My training, interests and life experiences coupled with the way I think give me a frame of reference that is uniquely mine — just as yours does for you. I believe that my frame of reference coupled with my proclivity to take these stories seriously, gives me a compelling perspective and this, along with my passion for these ideas, is something I believe makes my frame of reference a compelling one that people might find interesting and as such I am writing these essays. I do not wish for any reader to think that it is a condemnation of their own ideas and frame of reference it is merely another facet on an infinitely faceted topic.
The books of the Bible are deep. What does it mean to be deep? People say it, but I do not think they often consider what it means. If you think of depth in literature you can think of it in terms of association. You cannot read every book ever written. That said, a play like Hamlet is a deep work of literature as so many works of literature after it rely on Hamlet as a source. If Hamlet is deep because of how many works of art are based on it, the Bible is the deepest set of books we have. Indeed, I believe it is nearly impossible to understand art in any of its forms without contending with the Bible. All art, all law, all history and everything else we have in the world is connected to the structural underpinning that is the biblical library. This is one sense in which it is deep.
Another way we see the depth of the Bible is in its self-referential nature. Nearly one hundred books written and edited and redacted and compiled over a thousand years manages to have a thoroughgoing plot and references itself sixty-eight thousand times. The number of paths of interpretation in the Bible is nearly infinite. You can study the Bible for your entire life and never scratch the surface. In this way, too, the Bible is deep.
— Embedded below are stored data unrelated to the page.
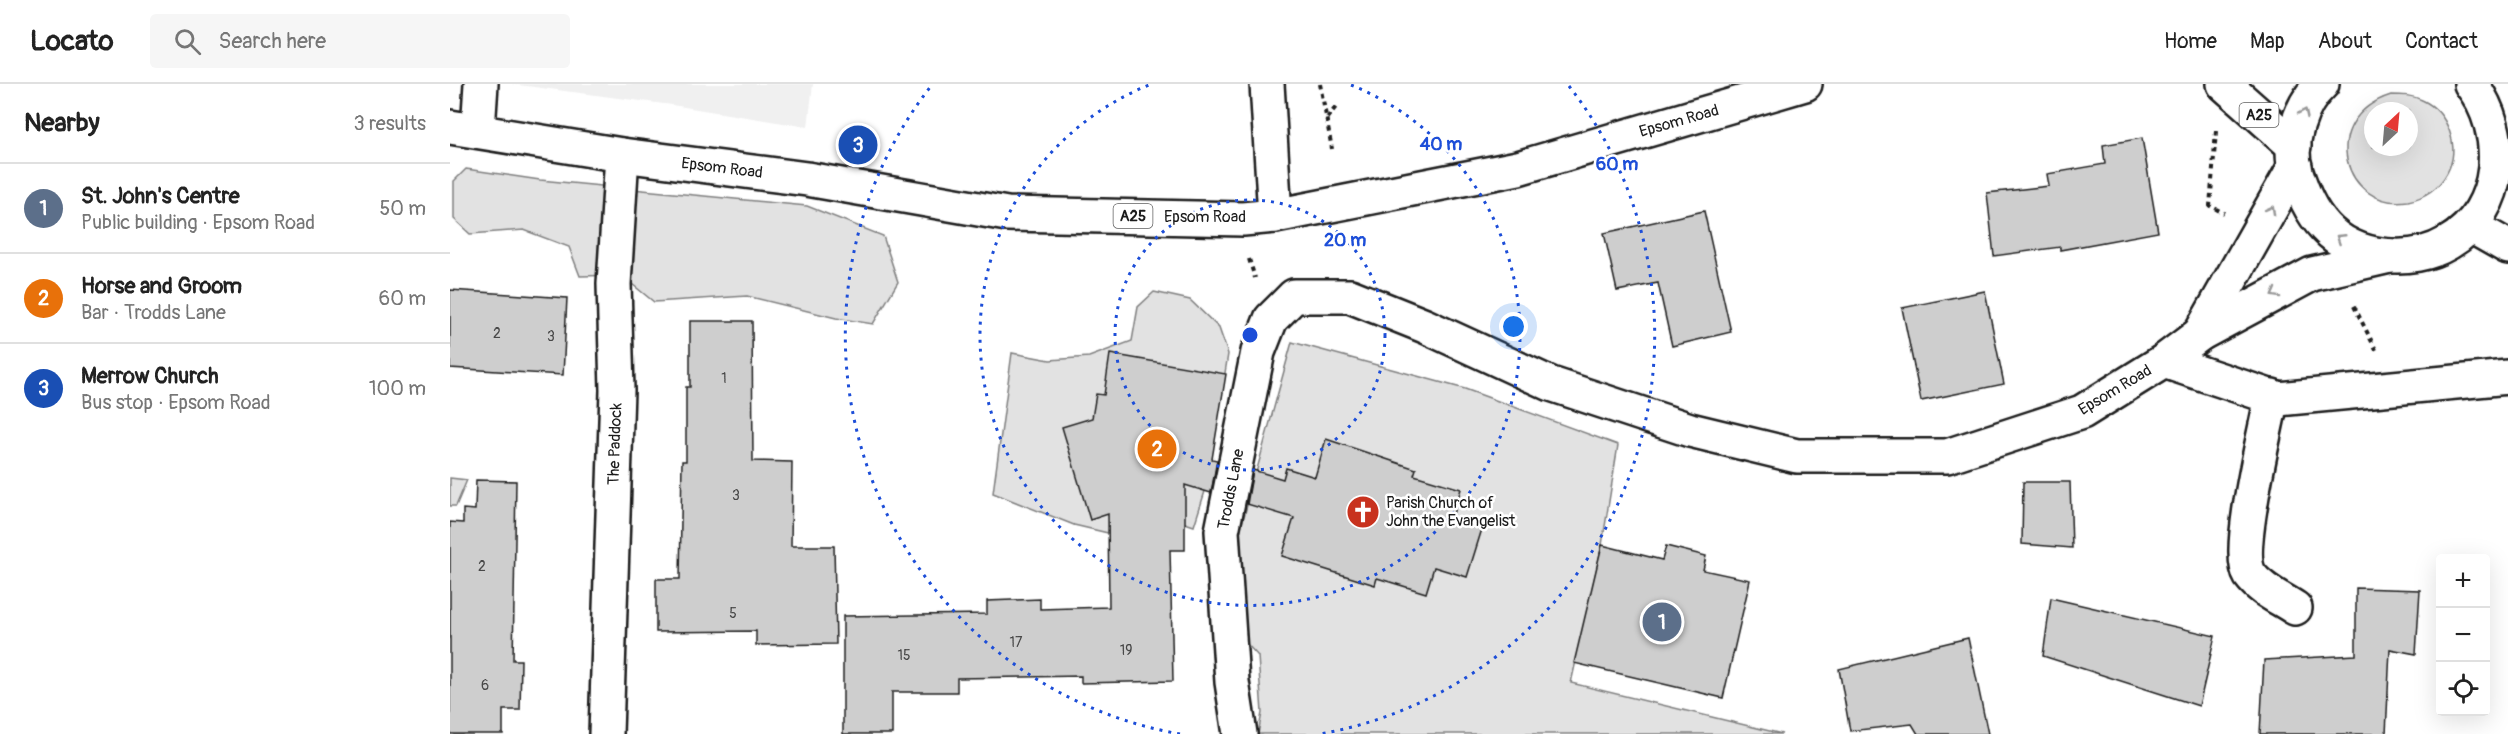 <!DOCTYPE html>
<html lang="en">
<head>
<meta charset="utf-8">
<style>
	body { margin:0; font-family:Pangolin,sans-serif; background:#f6f6f6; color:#222 }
	.controls { position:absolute; right:18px; bottom:18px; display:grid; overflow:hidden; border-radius:6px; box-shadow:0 6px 24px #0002 }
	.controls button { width:54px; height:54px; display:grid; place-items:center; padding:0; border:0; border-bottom:2px solid #e0e0e0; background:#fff; color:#222; font:30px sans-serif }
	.compass { position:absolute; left:1914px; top:18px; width:54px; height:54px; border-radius:50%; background:#fff; box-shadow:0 6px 24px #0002; rotate:26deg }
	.you { position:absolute; left:1064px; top:243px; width:21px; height:21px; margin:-15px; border:4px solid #fff; border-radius:50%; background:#1a73e8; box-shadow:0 0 0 9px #1a73e833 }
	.badge { display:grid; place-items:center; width:39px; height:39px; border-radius:50%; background:#0f766e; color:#fff; font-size:20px; font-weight:700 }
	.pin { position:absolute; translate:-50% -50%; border:3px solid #fff; box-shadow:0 2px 6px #0006 }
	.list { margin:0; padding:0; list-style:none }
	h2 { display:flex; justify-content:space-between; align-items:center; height:78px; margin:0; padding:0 24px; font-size:26px }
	h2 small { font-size:20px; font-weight:400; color:#767676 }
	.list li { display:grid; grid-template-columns:39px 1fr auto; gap:18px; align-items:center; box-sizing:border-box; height:90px; padding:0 24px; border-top:2px solid #e0e0e0 }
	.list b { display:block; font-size:22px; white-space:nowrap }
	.list p { margin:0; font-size:20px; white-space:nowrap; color:#767676 }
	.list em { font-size:20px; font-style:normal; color:#767676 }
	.icon { flex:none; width:33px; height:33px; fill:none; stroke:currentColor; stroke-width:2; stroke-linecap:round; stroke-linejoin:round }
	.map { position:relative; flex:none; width:2058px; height:650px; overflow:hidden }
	header { display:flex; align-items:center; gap:36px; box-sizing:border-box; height:84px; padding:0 30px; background:#fff; border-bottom:2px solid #e0e0e0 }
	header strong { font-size:28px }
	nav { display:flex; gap:33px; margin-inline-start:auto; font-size:21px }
	.search { width:420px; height:54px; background:#f6f6f6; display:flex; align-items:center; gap:15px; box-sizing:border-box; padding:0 21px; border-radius:6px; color:#767676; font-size:22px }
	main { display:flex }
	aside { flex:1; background:#fff }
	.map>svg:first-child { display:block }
	.built { fill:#f0f0f0 }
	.green { fill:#e2e2e2; stroke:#7f7f7f; stroke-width:1.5; fill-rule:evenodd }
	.building { fill:#cecece; stroke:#1c1c1c; stroke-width:1.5 }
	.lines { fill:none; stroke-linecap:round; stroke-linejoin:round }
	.minor-casing { stroke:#1c1c1c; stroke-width:38 }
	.major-casing { stroke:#1c1c1c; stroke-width:38 }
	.path { stroke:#1c1c1c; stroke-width:4; stroke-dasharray:4.5 4.5; stroke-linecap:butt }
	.minor { stroke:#fff; stroke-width:33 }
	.major { stroke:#fff; stroke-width:33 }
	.oneway { stroke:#999 }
	.ring { fill:none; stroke:#1d4ed8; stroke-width:3; stroke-dasharray:3 6 }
	.labels { text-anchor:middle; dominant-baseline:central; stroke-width:5; stroke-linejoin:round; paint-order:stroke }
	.number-label { font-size:14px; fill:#484848 }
	.shield { fill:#fff; stroke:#606060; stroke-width:1.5 }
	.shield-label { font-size:15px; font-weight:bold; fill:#1c1c1c }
	.street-label { font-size:16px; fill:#1c1c1c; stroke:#fff }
	.poi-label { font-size:16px; fill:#1c1c1c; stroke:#fff; text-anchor:start }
	.centre { fill:#1d4ed8; stroke:#fff; stroke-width:3 }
	.ring-label { font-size:18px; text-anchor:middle; font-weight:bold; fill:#1d4ed8; stroke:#fff; stroke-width:5; stroke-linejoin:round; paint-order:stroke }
</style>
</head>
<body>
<header>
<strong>Locato</strong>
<div class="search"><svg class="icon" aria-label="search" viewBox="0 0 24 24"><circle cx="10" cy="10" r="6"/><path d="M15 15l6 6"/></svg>Search here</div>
<nav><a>Home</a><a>Map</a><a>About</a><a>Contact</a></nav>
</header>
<main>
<aside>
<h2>Nearby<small>3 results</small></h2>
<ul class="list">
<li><span class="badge" style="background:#5c6f8a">1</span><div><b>St. John's Centre</b><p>Public building · Epsom Road</p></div><em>50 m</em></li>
<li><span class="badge" style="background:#e8710a">2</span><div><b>Horse and Groom</b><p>Bar · Trodds Lane</p></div><em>60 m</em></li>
<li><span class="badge" style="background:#1a4fb4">3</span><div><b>Merrow Church</b><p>Bus stop · Epsom Road</p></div><em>100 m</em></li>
</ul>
</aside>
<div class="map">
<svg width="2058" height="650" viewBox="0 0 2058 650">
	<rect width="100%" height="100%" fill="#fff"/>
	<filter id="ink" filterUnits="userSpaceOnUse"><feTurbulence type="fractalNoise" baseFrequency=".0167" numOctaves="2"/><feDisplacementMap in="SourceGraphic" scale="12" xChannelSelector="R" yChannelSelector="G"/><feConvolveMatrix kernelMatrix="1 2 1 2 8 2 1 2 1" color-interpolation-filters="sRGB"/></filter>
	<g filter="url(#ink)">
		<!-- built -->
		<polygon class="built" points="61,0 363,0 358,43 222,21"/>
		<!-- green -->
		<g class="green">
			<path d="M1941 11C1952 11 1962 11 1972 16 1998 28 2011 63 1997 89 1989 104 1974 114 1958 117 1894 127 1866 35 1941 11ZM1923 27H1959V63H1923Z"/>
			<polygon points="16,85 90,96 357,122 433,152 448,198 423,240 386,234 297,212 204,218 171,191 130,192 119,163 74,146 20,150 4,135 4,97"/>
			<polygon points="704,208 740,216 769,244 778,270 757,401 744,442 735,439 659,438 658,449 624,441 543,409 562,269 600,276 639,273 682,257 688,223"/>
			<polygon points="842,258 1015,305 1168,361 1152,461 1121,599 1332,650 808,650 812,629 808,572 796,559 790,447"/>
			<polygon points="0,394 17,396 6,422 0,422"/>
		</g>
		<!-- building -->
		<g class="building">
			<polygon points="1692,54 1708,148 1610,166 1610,163 1544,172 1537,109 1599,102 1597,90 1655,80 1653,61"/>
			<polygon points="1254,127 1281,248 1222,262 1208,199 1167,207 1154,149"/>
			<polygon points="0,206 117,214 113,291 0,284"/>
			<polygon points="1535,207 1554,300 1471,317 1452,224"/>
			<polygon points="240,237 302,237 303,377 342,378 341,462 384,462 386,560 306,561 306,547 206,548 206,495 230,495 232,377 236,377 236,303 240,303"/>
			<polygon points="660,270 776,290 762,375 767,376 761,409 735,401 735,466 720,466 723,597 631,599 631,592 507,594 507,608 442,608 442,650 393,650 393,532 537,530 537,517 590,515 590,525 659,523 658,430 640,436 612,343 642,334 646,310 654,311"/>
			<polygon points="876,355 966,385 964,391 1011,405 1001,436 1032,445 1017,493 984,483 976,509 927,494 925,501 832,472 844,434 797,420 803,386 833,395 836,384 865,393"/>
			<polygon points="26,396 66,397 63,576 71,576 70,626 53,626 53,650 0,650 0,438 13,439 13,425 25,426"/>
			<polygon points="1573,398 1620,398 1622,464 1572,460"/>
			<polygon points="1152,461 1212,476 1216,462 1256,472 1253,486 1300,496 1273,614 1124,579"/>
			<polygon points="1906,504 1970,506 1966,570 1940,565 1936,650 1810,650 1814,576 1906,571"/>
			<polygon points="1601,514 1765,552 1749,622 1593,572"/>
			<polygon points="1518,554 1538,650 1468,650 1462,640 1400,647 1389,585"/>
		</g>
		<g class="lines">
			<!-- minor casing -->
			<g class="minor-casing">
				<g id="minor">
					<polyline points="817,0 825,132"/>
					<polyline points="28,46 31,0"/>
					<polyline points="1750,250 1845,82"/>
					<polyline points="1714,277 1828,315 2058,293"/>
					<path d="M1822 312C1816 345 1785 467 1800 491 1811 506 1830 514 1845 524"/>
					<polyline points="156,650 167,306 164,200 172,71"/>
					<polyline points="790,650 782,598 772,447 808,268 821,235 844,212 900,212 975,242 1101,300 1240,346 1347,372 1497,372 1632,328 1714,277 1750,250 1862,190 1940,172"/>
				</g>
			</g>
			<!-- major casing -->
			<g class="major-casing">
				<g id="major">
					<polyline points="1774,0 1844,62"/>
					<path d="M1872 0C1851 19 1837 60 1846 88 1853 109 1860 127 1875 143 1904 175 1961 181 1998 159 2055 126 2058 48 2021 0"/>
					<polyline points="0,43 172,71 357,95 557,130 793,135 825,132 1068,84 1355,0"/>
					<polyline points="2021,142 2058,163"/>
				</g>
			</g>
			<!-- path -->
			<g class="path">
				<polyline points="870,0 882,65"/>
				<polyline points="877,34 886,23"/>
				<polyline points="1766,47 1760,122 1774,129"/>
				<polyline points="799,175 805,194"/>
				<polyline points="1904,222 1926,266"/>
			</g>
			<!-- minor -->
			<use href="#minor" class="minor"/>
			<!-- major -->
			<use href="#major" class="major"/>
		</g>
		<!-- one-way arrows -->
		<defs><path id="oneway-chevron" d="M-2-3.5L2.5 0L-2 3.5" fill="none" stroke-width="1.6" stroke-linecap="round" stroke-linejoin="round" transform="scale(1.5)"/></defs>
		<g class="oneway">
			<use href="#oneway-chevron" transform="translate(1854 29) rotate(-65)"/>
			<use href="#oneway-chevron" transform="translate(1821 126) rotate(-61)"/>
			<use href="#oneway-chevron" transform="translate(1890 154) rotate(-147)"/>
			<use href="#oneway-chevron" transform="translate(1825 210) rotate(151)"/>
		</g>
	</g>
	<!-- distance rings -->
	<g class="ring">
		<circle cx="800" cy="251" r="135"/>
		<path d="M901 1A270 270 0 1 1 699 1"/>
		<path d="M730 650A405 405 0 0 1 481 2M1119 2A405 405 0 0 1 870 650"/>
	</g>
	<!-- icons -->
	<defs>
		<g id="church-disc" transform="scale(1.725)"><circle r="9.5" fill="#c8321e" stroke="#fff"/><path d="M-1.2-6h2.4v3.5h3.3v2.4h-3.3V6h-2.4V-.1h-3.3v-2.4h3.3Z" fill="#fff"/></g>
	</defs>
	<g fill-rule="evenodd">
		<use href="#church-disc" x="913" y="428"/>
	</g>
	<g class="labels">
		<!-- number labels -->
		<g class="number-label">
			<text x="47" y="249">2</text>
			<text x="101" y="252">3</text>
			<text x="274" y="294">1</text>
			<text x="286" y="411">3</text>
			<text x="32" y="482">2</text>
			<text x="283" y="529">5</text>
			<text x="566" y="558">17</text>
			<text x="676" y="566">19</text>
			<text x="454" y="571">15</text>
			<text x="35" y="601">6</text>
		</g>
		<!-- shield labels -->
		<g class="shield">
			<rect x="1789.5" y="19" width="39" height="24" rx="4.5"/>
			<rect x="663.5" y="120" width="39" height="24" rx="4.5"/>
		</g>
		<g class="shield-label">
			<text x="1809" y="31">A25</text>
			<text x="683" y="132">A25</text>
		</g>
		<!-- street labels -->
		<g class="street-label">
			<text transform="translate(1229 37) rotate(-16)">Epsom Road</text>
			<text transform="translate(272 84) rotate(7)">Epsom Road</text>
			<text x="755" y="133">Epsom Road</text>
			<text transform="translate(1665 306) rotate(-31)">Epsom Road</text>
			<text transform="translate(165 360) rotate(-88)">The Paddock</text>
			<text transform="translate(781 405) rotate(-79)">Trodds Lane</text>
		</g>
		<!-- poi labels -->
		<g class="poi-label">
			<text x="936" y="419">Parish Church of<tspan x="936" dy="18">John the Evangelist</tspan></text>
		</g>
	</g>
	<circle cx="800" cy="251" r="9" class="centre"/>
	<g class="ring-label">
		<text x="991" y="66">40 m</text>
		<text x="1167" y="86">60 m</text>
		<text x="895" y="162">20 m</text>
	</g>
</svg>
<div class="controls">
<button>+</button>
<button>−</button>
<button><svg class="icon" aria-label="locate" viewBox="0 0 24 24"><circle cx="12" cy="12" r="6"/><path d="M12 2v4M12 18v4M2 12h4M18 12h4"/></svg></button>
</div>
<svg class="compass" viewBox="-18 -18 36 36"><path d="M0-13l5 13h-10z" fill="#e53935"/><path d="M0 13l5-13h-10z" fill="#767676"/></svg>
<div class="you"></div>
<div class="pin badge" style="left:1212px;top:538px;background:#5c6f8a">1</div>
<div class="pin badge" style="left:707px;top:365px;background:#e8710a">2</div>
<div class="pin badge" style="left:408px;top:61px;background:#1a4fb4">3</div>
</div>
</main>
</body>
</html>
Finally, whatever our stated beliefs on God and religion are we act out the biblical ethos every day. I do not believe that a person’s stated beliefs mean anything compared to how they live their life. Do you think that condemned prisoners have rights? Do you admire the courageous people who head into danger and overcome it? Do you believe your fellow man has some kind inherent value which means he needs to be treated with dignity? Do you believe that it is good to exist? These are all ideas that we walk around with every day in the west and they are incredibly unlikely ideas to exist. We take for granted the idea that a confessed murderer has inalienable rights that even while we punish him there are lines we don’t cross. That is not the obvious conclusion of man. That notion exists because of the biblical library and its impact on the west and regardless of your stated beliefs or lack thereof, if you are acting in that manner then you are acting out the belief in the validity of the biblical stories. The fact that the western world, even as it frequently claims the biblical stories are archaic superstition, live their lives in a way that conforms to the claims in the Bible….that the Bible is how we think even for those who deny it….make it deep.
With all this in mind we will take a break for a few days while I finish putting together the articles on the earliest stories of Genesis which we will get to next week.
Thank you for coming along on this ride with me.